NEW PORT RICHEY
Fergie leapt to the front of her cage when her visitors arrived. As the cage door opened, the excited feline jumped down to enjoy the tuna feast on the fingers of trainer Cassie Matthies. Then she greeted SPCA executive director Gail Armstrong with a nudge, and Armstrong stroked the sleek black and white coat of the American short-haired kitty.
A warm welcome from a cat might seem unremarkable, but Fergie wasn't always this way.
"A couple brought her here because she wasn't friendly, and they were afraid she was going to bite," Armstrong said.
Fergie was extremely timid when she arrived at the shelter on Congress Street a couple of months ago. She would stay in the far corner of her cage and hide. When anyone would come near her, she would hiss and swat at them.
"She didn't want to interact with anybody," Armstrong said.
The trick to making her more sociable — and more likely to be adopted — was clicker training.
Clicker training is a reward-motivated technique used on animals to help them become comfortable around people. When Fergie responds to a command, Matthies sets off the mechanical clicker. Then Fergie is rewarded with her favorite snack, tuna.
"Fergie loves food," said Matthies, the shelter's behavioral specialist. Other animals are rewarded with other treats.
SPCA Suncoast always has used positive reinforcement with its animals, and the staff has been working with clicker training for a few months now.
The method is similar to the training used with killer whales at SeaWorld. When Shamu completes his trick, the trainer blows a whistle. That whistle signifies that Shamu will be rewarded with a fish.

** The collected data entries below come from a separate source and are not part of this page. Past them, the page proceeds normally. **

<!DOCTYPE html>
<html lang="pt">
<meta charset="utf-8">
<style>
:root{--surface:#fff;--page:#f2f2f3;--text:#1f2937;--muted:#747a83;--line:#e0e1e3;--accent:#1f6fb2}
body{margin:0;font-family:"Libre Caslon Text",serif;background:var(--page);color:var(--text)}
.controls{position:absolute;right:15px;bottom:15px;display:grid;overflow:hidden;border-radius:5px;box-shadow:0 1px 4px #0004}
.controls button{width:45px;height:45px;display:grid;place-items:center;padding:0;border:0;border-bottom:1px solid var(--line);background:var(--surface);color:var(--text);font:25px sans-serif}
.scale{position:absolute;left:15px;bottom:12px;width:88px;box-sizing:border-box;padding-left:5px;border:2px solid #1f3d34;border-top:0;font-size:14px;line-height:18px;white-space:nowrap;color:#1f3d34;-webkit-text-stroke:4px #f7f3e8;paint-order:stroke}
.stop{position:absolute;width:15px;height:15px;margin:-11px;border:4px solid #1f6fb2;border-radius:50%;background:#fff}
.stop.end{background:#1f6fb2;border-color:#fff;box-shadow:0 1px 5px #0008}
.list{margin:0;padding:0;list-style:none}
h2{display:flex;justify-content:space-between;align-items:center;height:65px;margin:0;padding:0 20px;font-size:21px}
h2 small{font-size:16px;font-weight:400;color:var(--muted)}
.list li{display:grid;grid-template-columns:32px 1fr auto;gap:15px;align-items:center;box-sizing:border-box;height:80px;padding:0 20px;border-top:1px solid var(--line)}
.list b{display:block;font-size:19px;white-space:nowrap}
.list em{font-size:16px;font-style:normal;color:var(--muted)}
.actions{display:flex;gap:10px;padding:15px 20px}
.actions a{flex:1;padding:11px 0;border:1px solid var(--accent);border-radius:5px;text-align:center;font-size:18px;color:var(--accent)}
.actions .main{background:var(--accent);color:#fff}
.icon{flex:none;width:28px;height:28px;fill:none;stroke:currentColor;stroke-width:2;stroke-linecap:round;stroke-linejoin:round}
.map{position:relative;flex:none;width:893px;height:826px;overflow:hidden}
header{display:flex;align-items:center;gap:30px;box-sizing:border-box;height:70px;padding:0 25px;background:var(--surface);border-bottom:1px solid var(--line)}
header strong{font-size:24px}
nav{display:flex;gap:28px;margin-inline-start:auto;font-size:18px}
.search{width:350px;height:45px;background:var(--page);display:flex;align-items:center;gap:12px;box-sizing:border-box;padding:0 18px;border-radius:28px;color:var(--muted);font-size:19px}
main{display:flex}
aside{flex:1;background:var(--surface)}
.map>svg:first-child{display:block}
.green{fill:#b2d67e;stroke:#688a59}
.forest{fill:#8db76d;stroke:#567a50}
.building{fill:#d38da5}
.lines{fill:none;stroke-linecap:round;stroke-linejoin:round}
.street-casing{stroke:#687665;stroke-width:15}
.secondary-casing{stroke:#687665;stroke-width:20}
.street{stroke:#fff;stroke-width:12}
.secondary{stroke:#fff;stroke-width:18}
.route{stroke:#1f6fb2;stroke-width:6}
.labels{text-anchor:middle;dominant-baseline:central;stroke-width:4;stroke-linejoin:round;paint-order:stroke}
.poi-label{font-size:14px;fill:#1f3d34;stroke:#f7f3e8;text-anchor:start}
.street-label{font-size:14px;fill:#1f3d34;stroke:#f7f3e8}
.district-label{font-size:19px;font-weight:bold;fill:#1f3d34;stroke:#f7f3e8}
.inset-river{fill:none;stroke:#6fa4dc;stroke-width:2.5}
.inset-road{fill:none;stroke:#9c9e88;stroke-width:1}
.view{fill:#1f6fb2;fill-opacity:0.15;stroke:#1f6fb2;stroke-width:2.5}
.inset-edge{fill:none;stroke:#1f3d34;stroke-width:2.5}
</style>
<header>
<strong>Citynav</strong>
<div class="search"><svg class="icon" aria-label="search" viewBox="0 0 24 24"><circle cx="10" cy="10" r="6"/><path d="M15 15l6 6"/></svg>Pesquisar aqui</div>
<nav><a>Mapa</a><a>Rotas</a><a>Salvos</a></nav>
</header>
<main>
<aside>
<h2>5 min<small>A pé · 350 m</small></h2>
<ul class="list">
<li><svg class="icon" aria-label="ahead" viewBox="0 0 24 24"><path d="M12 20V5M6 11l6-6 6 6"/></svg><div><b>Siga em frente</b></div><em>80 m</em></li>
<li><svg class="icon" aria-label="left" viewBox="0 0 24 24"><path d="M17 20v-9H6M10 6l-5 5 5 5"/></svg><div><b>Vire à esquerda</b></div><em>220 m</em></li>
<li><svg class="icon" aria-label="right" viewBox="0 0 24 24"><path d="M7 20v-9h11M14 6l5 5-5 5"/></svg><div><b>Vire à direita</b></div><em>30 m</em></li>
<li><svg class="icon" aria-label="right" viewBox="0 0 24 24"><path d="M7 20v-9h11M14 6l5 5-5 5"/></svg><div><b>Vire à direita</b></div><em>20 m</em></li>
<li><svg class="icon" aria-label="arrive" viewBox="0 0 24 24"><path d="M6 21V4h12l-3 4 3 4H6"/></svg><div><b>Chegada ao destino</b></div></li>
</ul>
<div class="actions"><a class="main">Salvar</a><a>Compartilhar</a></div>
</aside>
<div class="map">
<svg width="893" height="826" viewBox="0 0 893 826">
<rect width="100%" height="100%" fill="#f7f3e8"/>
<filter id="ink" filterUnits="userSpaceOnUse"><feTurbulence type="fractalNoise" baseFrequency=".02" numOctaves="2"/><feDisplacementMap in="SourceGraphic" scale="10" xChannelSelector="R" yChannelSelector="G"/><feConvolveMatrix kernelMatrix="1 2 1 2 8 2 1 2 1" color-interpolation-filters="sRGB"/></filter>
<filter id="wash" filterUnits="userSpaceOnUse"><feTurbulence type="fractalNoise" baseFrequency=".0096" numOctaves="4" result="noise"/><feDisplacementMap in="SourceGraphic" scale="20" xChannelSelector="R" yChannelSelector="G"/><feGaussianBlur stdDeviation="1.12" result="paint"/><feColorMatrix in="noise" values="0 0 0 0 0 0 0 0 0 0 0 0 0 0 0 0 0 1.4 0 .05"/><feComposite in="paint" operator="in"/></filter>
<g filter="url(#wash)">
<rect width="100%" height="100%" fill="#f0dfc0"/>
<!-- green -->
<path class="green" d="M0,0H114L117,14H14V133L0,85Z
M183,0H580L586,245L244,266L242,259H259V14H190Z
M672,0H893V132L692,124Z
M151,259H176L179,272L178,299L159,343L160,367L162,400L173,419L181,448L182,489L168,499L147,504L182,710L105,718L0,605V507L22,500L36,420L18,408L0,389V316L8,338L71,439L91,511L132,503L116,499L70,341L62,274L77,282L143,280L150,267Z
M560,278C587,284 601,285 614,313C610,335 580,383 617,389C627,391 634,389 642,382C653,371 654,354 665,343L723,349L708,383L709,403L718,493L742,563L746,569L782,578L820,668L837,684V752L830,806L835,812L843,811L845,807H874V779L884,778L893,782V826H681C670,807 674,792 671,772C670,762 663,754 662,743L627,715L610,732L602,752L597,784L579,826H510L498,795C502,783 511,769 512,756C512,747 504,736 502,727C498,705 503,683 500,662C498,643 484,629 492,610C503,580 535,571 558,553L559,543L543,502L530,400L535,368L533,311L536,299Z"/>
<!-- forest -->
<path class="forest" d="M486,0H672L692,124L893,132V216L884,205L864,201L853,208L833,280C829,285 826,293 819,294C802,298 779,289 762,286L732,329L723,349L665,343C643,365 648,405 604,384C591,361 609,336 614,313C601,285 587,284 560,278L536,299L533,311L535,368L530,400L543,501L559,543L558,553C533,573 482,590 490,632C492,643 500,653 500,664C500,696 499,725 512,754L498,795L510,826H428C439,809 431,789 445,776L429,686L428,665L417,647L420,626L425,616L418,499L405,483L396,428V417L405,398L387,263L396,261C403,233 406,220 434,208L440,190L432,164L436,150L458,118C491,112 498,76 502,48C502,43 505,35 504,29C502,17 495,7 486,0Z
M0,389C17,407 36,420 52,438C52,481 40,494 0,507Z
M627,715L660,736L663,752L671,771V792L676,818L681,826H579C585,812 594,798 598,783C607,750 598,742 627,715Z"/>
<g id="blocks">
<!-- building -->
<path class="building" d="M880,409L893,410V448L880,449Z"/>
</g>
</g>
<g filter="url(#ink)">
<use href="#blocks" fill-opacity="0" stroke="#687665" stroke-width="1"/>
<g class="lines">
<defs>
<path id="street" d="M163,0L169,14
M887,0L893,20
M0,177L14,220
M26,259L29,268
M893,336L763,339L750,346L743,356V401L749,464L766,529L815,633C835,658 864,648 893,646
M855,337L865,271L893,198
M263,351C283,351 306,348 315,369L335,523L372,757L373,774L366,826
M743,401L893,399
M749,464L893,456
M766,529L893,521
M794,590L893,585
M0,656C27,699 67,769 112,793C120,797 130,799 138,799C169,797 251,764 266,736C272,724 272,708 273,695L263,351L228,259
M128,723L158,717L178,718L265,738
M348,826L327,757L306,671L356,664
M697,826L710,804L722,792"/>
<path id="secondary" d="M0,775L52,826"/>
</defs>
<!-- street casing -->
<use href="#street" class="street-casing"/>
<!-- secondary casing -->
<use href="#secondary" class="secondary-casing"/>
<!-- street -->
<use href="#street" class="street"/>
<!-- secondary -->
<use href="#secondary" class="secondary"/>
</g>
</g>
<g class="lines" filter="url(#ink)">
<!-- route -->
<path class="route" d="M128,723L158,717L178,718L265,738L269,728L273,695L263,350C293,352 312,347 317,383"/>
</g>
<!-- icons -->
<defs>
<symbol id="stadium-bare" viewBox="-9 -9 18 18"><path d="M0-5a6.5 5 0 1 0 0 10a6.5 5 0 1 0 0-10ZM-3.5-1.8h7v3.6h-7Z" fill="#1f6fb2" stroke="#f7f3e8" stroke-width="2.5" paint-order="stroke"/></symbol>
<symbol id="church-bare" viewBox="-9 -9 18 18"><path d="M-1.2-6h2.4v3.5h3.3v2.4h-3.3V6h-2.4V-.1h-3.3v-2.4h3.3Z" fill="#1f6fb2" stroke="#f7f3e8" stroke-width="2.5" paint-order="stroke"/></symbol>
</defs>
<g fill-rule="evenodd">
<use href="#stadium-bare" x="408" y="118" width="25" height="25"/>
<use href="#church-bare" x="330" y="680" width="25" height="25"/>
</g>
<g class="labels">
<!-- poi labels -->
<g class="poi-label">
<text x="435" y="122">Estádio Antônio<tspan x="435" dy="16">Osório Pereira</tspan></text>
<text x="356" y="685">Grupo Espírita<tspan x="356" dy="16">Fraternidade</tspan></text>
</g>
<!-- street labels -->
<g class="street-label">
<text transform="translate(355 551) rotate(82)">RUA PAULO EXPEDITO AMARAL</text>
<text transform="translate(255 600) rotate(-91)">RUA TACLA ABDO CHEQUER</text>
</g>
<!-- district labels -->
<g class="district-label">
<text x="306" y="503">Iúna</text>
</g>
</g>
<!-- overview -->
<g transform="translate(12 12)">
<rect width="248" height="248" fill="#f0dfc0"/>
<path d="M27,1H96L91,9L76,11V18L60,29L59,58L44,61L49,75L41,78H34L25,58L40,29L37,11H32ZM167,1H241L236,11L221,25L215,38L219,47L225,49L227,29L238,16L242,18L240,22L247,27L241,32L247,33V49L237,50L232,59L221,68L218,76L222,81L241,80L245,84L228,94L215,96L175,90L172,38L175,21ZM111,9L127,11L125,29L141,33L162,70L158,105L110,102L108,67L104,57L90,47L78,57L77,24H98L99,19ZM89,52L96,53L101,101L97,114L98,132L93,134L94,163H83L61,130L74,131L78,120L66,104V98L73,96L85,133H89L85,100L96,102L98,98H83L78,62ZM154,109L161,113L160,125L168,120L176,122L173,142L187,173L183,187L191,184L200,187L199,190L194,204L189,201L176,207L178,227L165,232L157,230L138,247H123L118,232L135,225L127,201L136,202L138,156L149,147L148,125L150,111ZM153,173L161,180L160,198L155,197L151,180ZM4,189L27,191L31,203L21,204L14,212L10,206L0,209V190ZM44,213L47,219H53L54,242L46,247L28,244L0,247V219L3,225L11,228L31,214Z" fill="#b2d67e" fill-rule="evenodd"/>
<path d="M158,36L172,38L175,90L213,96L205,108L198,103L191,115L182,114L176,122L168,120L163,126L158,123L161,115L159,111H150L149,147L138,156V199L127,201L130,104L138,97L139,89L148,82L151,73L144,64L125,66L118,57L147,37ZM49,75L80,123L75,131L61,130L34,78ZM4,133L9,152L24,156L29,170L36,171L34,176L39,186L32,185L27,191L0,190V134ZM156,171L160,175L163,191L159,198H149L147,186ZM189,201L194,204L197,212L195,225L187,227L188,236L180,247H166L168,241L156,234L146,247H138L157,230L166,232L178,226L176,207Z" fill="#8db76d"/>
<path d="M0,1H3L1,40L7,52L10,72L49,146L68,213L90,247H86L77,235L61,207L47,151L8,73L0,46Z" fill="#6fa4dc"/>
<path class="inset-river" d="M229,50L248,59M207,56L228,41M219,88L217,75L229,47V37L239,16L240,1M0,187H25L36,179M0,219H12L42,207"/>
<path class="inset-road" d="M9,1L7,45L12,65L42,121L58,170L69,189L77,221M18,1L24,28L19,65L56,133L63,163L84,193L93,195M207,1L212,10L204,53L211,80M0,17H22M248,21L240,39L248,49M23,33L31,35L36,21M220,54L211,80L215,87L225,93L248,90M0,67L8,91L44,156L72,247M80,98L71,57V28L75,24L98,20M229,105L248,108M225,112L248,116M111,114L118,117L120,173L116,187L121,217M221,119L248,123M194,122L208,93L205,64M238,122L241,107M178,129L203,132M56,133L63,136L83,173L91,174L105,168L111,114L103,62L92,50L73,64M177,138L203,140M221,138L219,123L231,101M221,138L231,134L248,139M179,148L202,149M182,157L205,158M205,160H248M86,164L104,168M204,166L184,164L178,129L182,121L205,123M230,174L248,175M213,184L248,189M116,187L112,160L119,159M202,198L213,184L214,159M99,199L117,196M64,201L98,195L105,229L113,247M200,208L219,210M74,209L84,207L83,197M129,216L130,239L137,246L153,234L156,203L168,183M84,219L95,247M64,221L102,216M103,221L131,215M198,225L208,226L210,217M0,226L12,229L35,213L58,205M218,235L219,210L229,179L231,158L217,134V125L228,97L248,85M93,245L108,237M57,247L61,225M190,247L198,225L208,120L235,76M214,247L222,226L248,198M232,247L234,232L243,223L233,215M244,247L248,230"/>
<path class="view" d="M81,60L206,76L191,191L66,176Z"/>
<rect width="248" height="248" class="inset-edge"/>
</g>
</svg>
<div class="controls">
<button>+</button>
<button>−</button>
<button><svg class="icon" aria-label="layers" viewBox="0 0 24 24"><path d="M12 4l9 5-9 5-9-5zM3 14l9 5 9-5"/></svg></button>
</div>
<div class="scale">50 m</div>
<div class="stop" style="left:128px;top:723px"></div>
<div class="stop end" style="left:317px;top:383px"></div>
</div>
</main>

Matthies uses another variation of the technique with Flower, a dog who is deaf. Instead of a clicker, she uses a laser pointer to reinforce good behavior and signal a treat.
"The concept of clicker training can be very powerful," Armstrong said. "But it isn't easy. You can't just hand someone a clicker and say go at it. It's a skill."
Both timing and reinforcement are very important keys to clicker training, and it takes patience to learn it.
"After I began the training, it took about a week to see a response," said Matthies, "and a few weeks to see actual results."
She has used the clicker training with Fergie for about a month and a half, and said the results in such a short time are remarkable.
"It's incredible when people think I'm showing them a different cat," Armstrong said. "They say, 'That can't be the same cat.' That's when you know it's worked wonders."
Fergie, who is about 2 years old, needs an adoptive home. Her future owner would be encouraged to continue clicker training, as it would make a much easier transition for the cat. As she becomes comfortable with people, she can be weaned off the clicker method.
"We'd like for her to move from the association that people are good things because they give me food, to people are just good things," Armstrong said. "Her turnaround in fortunes is an amazing story, and I'm looking forward to her being someone's forever pet."